YOUR OBJECTIVE
Count the lines below that hold the word "Sung" and say how many, with no other text.

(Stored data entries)
# # #
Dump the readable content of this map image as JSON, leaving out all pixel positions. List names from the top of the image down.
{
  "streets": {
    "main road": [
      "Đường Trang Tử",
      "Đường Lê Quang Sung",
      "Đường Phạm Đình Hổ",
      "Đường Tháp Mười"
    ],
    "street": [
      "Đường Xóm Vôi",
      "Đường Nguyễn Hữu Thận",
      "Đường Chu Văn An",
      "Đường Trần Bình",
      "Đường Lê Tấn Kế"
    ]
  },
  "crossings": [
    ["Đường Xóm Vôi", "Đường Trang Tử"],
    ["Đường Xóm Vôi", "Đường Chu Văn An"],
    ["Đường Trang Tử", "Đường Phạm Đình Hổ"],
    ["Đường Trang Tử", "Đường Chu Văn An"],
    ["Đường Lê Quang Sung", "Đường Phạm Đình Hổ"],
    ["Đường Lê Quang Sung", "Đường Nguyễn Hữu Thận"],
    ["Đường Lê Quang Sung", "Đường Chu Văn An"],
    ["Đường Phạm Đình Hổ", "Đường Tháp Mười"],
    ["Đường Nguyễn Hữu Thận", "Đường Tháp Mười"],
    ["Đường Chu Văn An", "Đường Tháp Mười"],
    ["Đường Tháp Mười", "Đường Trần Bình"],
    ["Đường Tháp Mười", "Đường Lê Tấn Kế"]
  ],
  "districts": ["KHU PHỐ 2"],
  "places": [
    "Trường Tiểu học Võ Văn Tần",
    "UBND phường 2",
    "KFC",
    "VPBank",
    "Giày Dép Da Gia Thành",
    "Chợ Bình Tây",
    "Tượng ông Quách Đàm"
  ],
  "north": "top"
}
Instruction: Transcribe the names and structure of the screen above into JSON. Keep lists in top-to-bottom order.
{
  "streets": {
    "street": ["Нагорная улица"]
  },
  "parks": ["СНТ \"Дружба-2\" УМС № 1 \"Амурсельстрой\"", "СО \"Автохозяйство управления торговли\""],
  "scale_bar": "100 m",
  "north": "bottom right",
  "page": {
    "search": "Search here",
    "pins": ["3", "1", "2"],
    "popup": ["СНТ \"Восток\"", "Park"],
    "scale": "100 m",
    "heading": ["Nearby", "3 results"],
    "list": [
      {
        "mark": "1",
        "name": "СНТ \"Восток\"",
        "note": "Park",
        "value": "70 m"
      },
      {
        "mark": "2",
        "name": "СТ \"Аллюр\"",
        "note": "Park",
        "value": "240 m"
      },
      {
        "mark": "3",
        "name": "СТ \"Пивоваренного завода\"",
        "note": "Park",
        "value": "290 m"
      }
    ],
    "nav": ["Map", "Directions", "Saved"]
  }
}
# # #
ANSWER SECTION
4